Comme Maud, je ne sais pas à quelle catégorie j'appartiens, je dirai jeune adulte, car j'ai un travail à côté de mes études, mais ce n'est pas suffisant pour me payer mes études au Canada. Donc ce sont mes parents qui paient, et ils en sont heureux d'ailleurs, ils me disent d'aller le plus loin que je peux, car malheureusement eux n'ont pas eu cette chance et ont du arrêter leurs études quand ils n'avaient plus de sous. Pour ça, je leur en suis très reconnaissante, et pourtant quand j'étais plus jeune, je ne pensais pas pareil. Quand je voyais mes copines aller à la fête foraine alors que je n'avais pas le droit d'y aller à 14 ans ça me faisait râler. Maintenant je réalise à quel point c'est jeune 14 ans quand même, alors que je me croyais grande ! Et la première fois où on m'a autorisé à aller en boîte de nuit à 16 ans ½, j'ai pu vraiment apprécier ce moment, même si c'est pas fait pour moi ce genre d'endroits ! À partir de 17 ans, mes parents ont commencé à me laisser plus de libertés car ils se sont rendus compte que j'ai toujours respecté leurs règles plus jeune.

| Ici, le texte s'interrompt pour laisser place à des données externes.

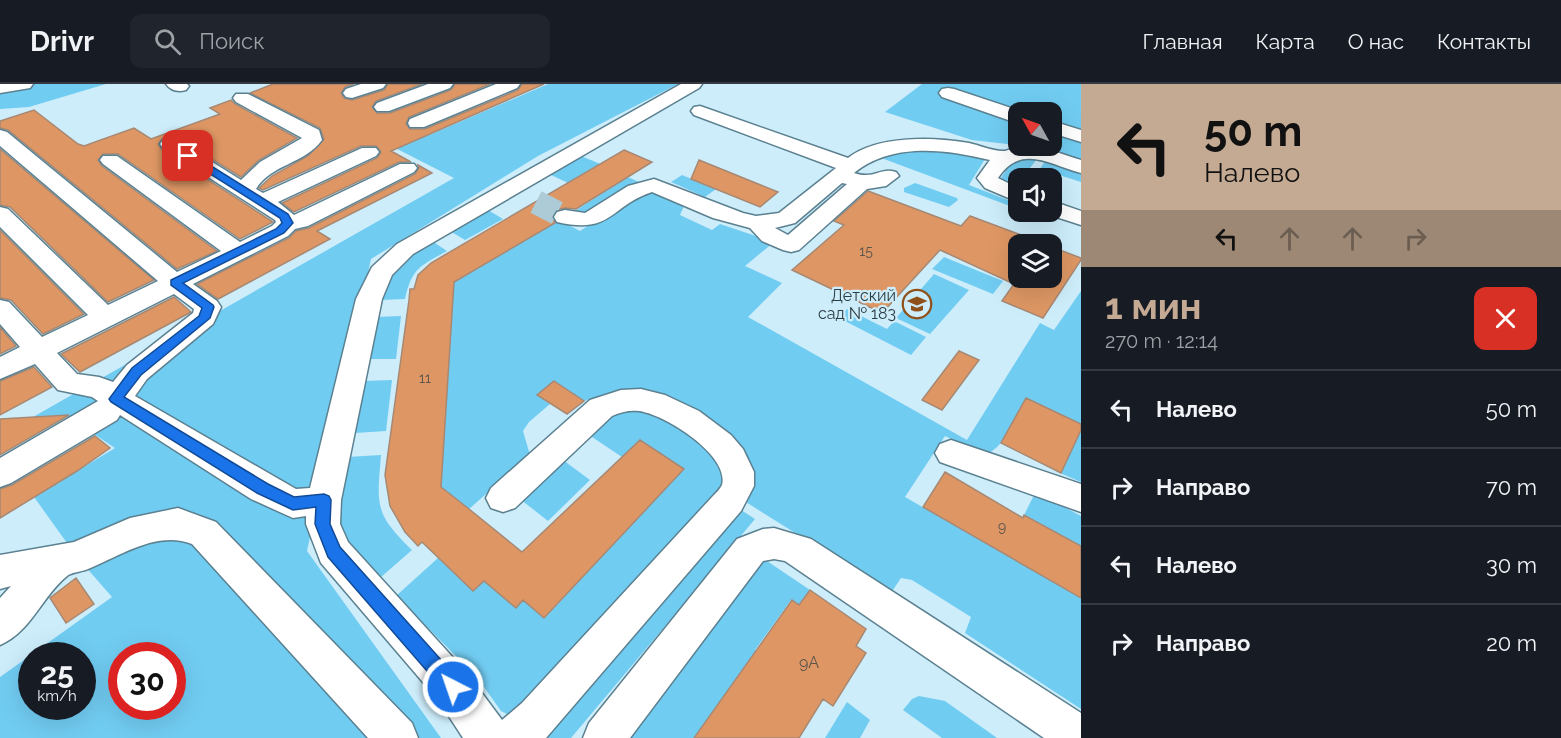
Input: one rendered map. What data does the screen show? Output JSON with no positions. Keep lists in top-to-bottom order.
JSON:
{
  "places": {
    "school or university": ["Детский сад № 183"]
  },
  "house_numbers": [
    "15",
    "11",
    "9",
    "9А"
  ],
  "north": "top left",
  "page": {
    "header": "Drivr",
    "search": "Поиск",
    "nav": [
      "Главная",
      "Карта",
      "О нас",
      "Контакты"
    ],
    "turn": ["50 m", "Налево"],
    "heading": ["1 мин", "270 m · 12:14"],
    "list": [
      {
        "name": "Налево",
        "value": "50 m"
      },
      {
        "name": "Направо",
        "value": "70 m"
      },
      {
        "name": "Налево",
        "value": "30 m"
      },
      {
        "name": "Направо",
        "value": "20 m"
      }
    ],
    "speed": "25 km/h",
    "limit": "30"
  }
}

Quand on me disait de rentrer pour telle heure, j'étais à l'heure, et s'il m'arrivait d'être en retard à cause d'imprévus, je les appelais toujours pour qu'ils ne s'inquiètent pas. Comme tu dis, c'est en gagnant leur confiance qu'ils vont nous laisser partir !

Maintenant, ça fait 4 ans que je ne vis plus chez mes parents, mais cela m'arrive quand même de les appeler pour leur demander des conseils bien sûr ! C'est comme pour mon orientation de maîtrise, quand je leur ai dit que je ne voulais plus continuer en biologie et m'en aller en ergonomie, ils ont un peu "bloqué" au début, et puis quand ils ont entendu mes arguments et que ça avait l'air de me plaire, ils m'ont dit de choisir ce que je préférais.

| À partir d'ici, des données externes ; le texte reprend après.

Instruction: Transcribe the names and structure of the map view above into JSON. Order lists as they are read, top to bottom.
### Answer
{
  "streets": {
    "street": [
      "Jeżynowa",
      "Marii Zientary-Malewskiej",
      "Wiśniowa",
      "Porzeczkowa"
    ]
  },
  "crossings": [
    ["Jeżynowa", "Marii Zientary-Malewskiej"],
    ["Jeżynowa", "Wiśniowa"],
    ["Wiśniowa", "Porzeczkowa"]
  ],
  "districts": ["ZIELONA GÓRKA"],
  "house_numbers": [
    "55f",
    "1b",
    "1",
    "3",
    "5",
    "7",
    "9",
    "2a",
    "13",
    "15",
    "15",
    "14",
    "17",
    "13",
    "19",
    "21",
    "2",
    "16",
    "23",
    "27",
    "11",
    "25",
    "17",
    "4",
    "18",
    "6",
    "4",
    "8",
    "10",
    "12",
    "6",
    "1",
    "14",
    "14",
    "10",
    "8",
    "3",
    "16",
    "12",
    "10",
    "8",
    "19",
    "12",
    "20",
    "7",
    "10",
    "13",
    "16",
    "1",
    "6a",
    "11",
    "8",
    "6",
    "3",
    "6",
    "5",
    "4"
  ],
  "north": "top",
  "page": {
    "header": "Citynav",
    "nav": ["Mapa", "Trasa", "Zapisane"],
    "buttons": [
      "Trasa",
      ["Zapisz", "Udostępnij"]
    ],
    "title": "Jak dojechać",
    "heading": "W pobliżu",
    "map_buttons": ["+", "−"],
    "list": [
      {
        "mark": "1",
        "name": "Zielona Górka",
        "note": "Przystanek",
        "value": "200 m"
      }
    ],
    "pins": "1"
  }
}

C'est drôle comme à 14-16 ans on ne peut pas imaginer avoir une relation presque amicale avec ses parents, c'est mon cas pour moi, même si comme Maud, on ne pense pas pareil. Le grand débat avec ma maman c'est que j'ai ma carte de donneur d'organes alors qu'elle ne l'accepte pas, mais bon, sans ces petits conflits, on s'ennuierait quand on retourne les voir à la maison ^^.